MATTHEWS:  After 22 years with the CIA, Michael Scheuer left the agency this past Friday.  It is fair to say few people there knew more about Osama bin Laden than did he and does.  Yet Scheuer says his warnings about the threat that bin Laden posed to this country fell on deaf ears.  His complaints were made public in “Imperial Hubris,” a book critical of the CIA and the Bush administration. 

Michael, you‘re a gutsy guy.  When did you sense that bin Laden was going to be a danger to us? 

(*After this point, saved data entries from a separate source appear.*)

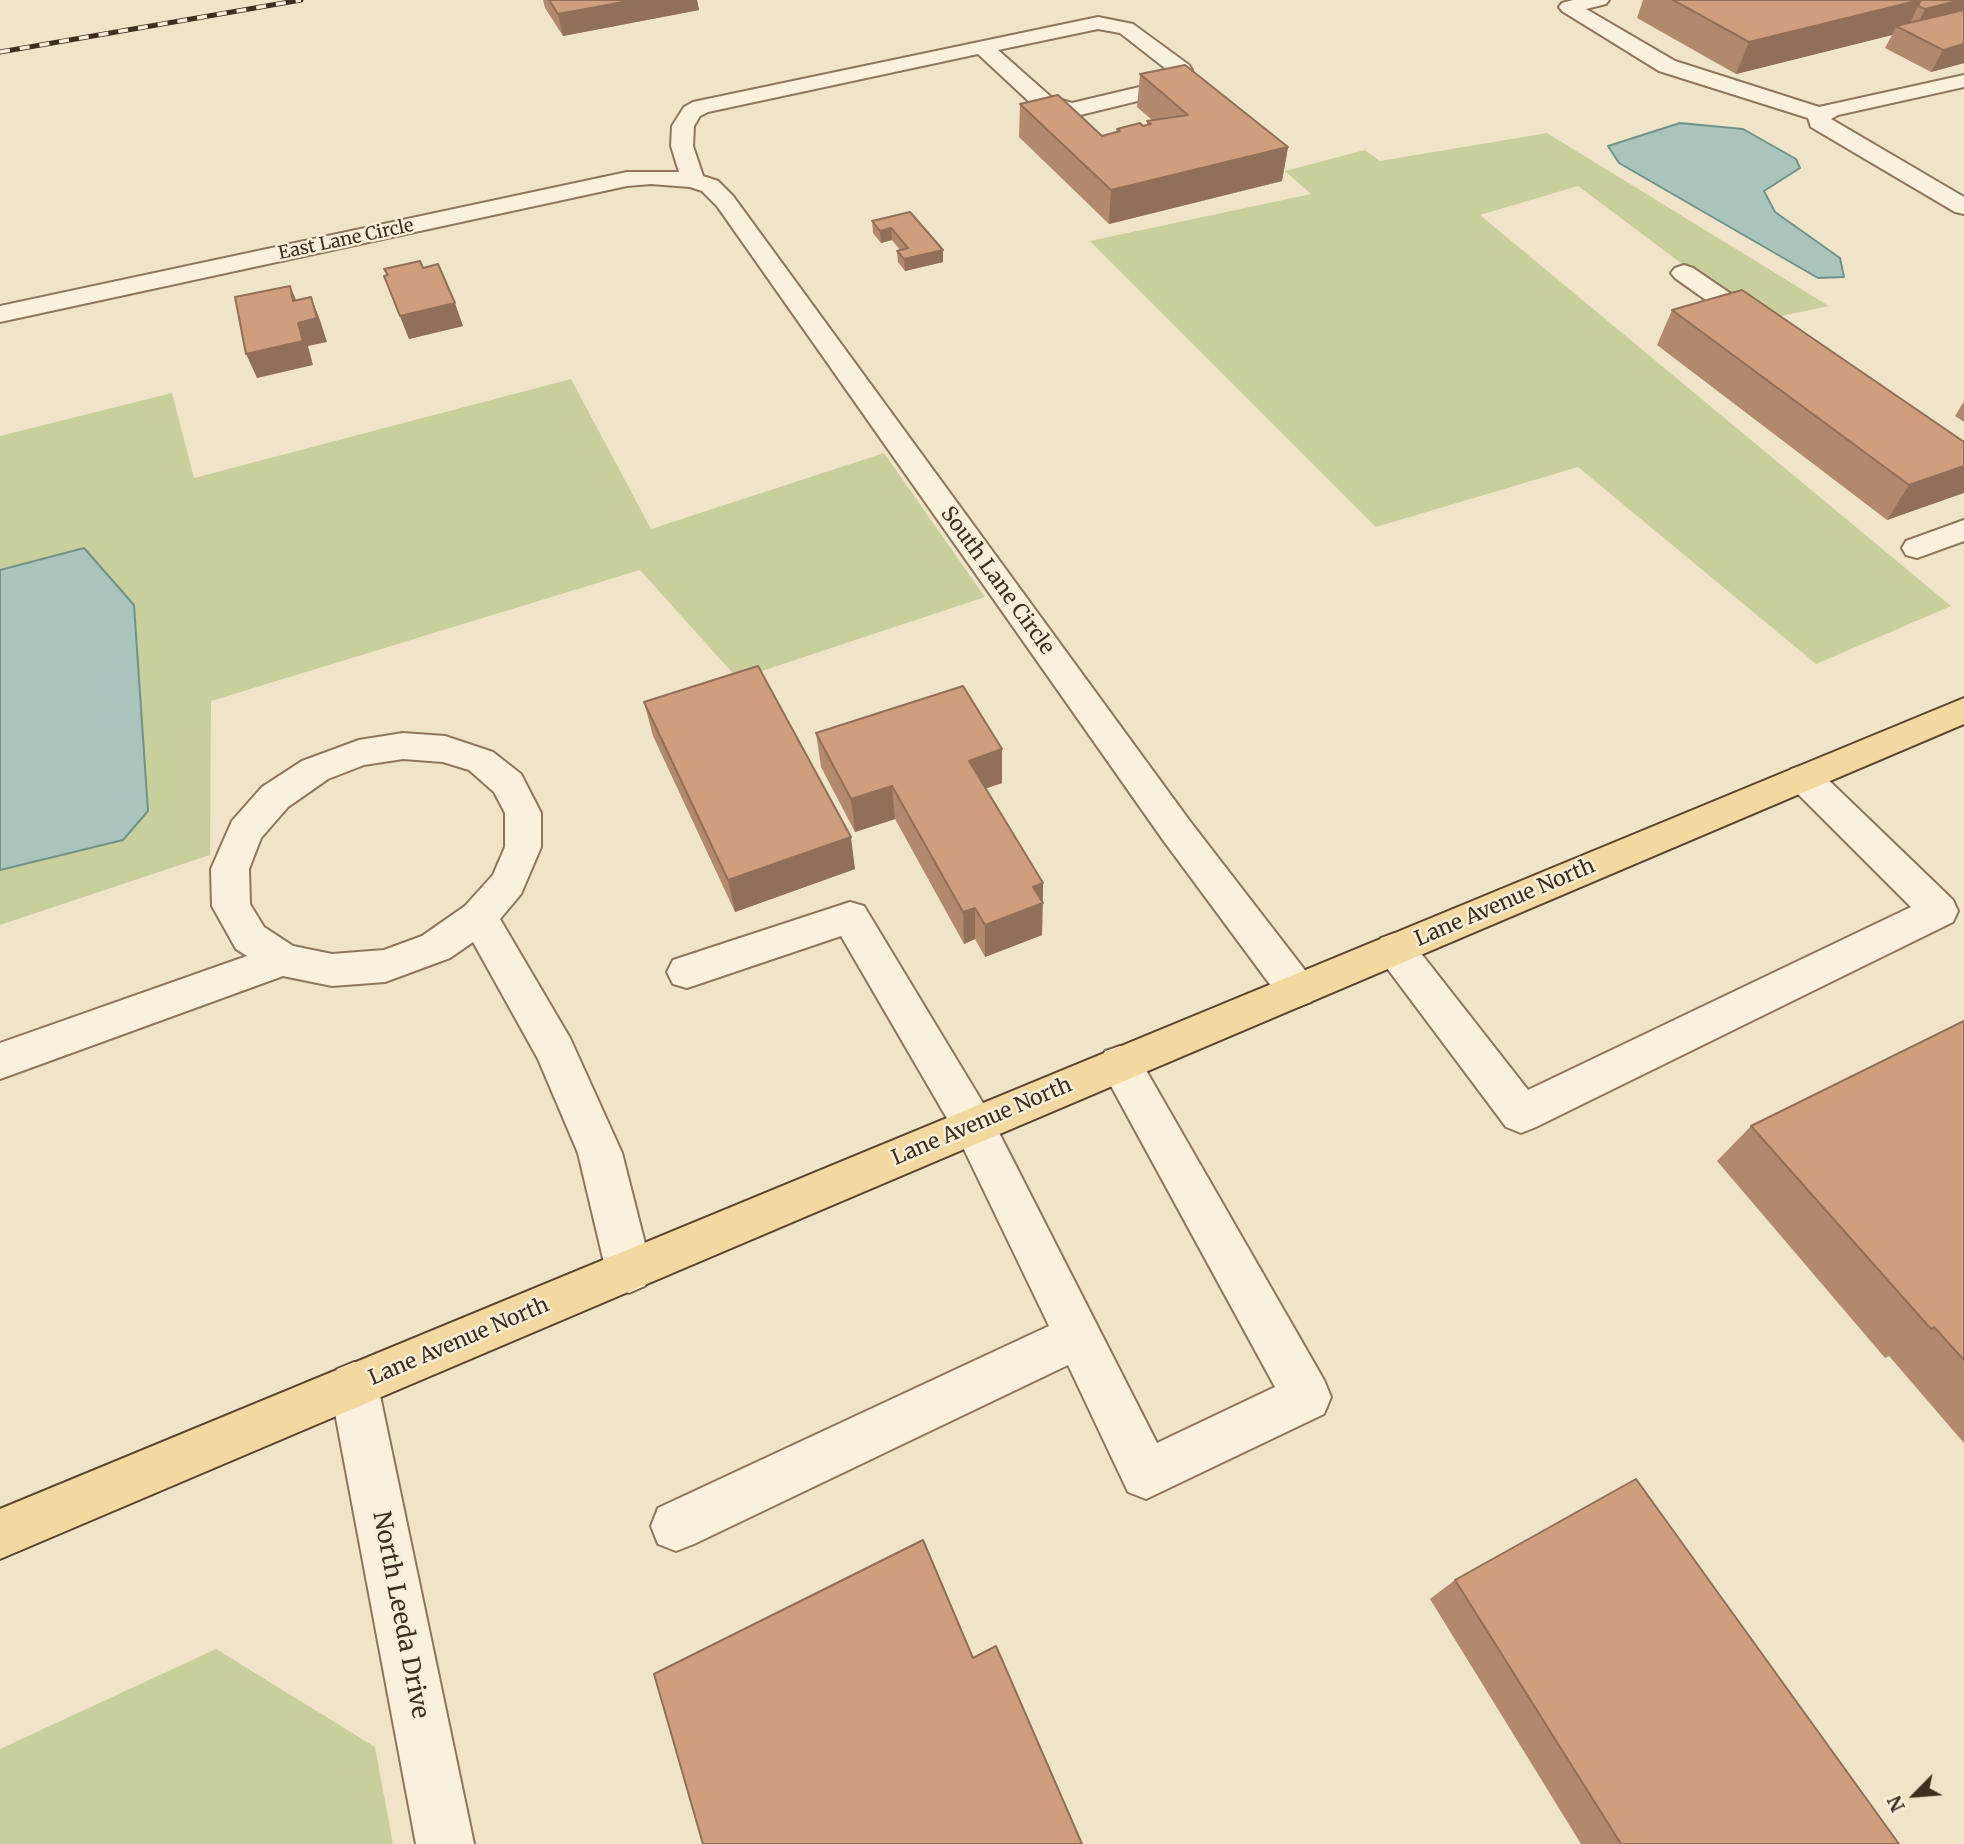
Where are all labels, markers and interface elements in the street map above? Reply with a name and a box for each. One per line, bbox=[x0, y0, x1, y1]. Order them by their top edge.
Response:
street label: East Lane Circle bbox=[276, 215, 416, 265]
street label: South Lane Circle bbox=[935, 502, 1059, 660]
street label: Lane Avenue North bbox=[1411, 854, 1599, 952]
street label: Lane Avenue North bbox=[888, 1073, 1076, 1171]
street label: Lane Avenue North bbox=[365, 1293, 553, 1391]
street label: North Leeda Drive bbox=[366, 1509, 434, 1721]
north arrow bbox=[1880, 1760, 1950, 1830]
text: N bbox=[1882, 1792, 1910, 1816]

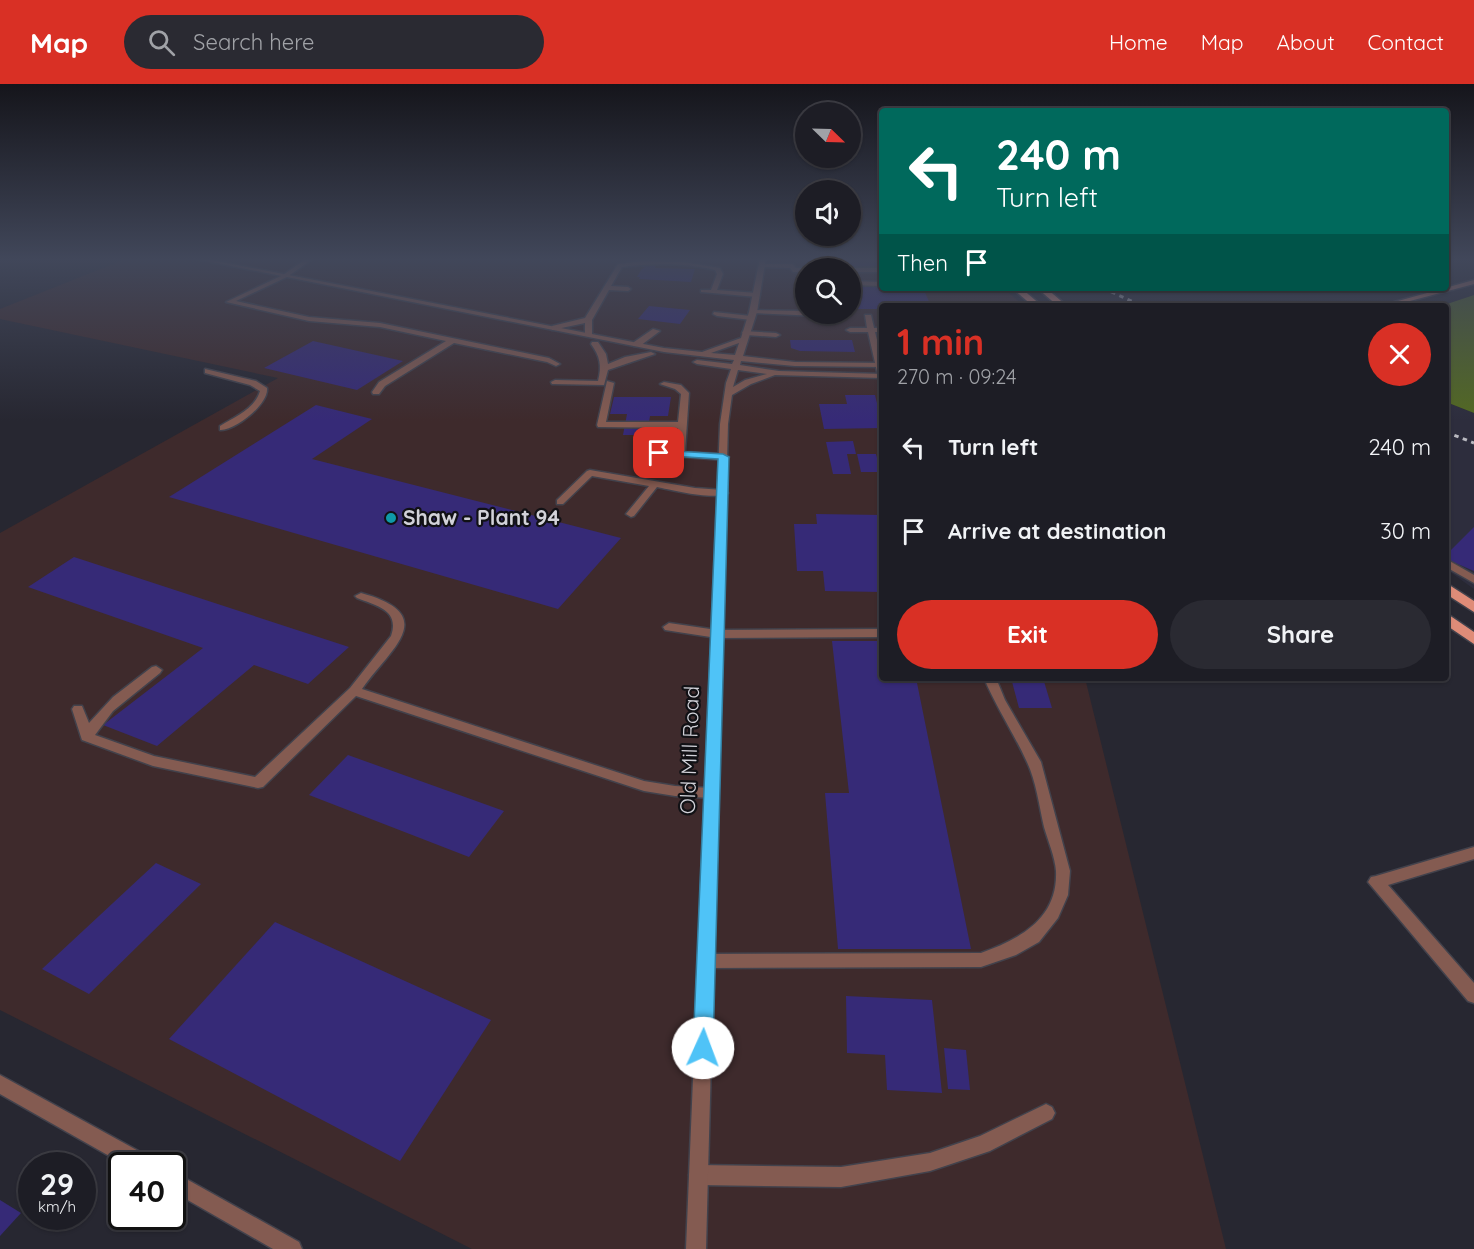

MICHAEL SCHEUER, FORMER CHIEF OF CIA BIN LADEN UNIT:  I think we found out shortly after we began chasing him in January of 1996 that he was much more than any kind of terrorist we had ever seen before. 

MATTHEWS:  What is his motive?  Why does he want to kill us?

SCHEUER:  His motive—his motive is to change our policies, sir.  Notwithstanding what the president or Mr. Kerry said during the campaign, he really doesn‘t give a darn about our democracy or our society.  He is after a change in policies which he views as lethal to Muslims. 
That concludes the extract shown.